══ Records for the task ══
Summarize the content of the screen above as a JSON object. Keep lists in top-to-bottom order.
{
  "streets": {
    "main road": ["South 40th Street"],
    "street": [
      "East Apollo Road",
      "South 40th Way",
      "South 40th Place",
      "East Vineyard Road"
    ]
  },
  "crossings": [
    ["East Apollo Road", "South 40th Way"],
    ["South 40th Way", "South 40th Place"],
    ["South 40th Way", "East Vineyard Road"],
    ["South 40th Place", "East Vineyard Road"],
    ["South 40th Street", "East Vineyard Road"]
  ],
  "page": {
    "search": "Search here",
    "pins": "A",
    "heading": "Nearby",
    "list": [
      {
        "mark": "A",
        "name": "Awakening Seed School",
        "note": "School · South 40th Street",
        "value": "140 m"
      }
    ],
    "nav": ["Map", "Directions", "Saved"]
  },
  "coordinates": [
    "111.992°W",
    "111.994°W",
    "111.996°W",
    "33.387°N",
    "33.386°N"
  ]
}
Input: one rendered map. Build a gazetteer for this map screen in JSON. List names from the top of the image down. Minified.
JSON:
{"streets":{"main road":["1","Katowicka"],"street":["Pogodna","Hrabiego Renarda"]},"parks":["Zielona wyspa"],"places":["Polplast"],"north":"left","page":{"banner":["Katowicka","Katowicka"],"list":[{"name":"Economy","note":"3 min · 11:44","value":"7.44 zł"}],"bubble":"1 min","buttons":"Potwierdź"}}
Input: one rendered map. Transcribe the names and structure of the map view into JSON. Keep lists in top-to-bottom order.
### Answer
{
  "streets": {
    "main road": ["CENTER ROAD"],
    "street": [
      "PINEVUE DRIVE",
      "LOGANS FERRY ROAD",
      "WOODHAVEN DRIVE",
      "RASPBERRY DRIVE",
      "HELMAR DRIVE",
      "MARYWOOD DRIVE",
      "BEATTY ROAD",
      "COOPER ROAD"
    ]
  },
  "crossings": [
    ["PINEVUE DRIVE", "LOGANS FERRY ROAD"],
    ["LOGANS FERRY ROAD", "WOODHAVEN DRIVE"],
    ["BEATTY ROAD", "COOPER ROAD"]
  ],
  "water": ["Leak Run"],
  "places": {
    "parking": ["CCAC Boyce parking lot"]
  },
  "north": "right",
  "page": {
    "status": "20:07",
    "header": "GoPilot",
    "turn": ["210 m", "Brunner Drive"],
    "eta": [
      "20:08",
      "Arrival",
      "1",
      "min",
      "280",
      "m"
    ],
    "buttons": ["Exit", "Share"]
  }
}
═══
§ Your task: Find each line above that contains "names", and copy those lines.

§ Result of this task:
Input: one rendered map. Build a gazetteer for this map screen in JSON. List names from the top of the image down. Minified.
Input: one rendered map. Transcribe the names and structure of the map view into JSON. Keep lists in top-to-bottom order.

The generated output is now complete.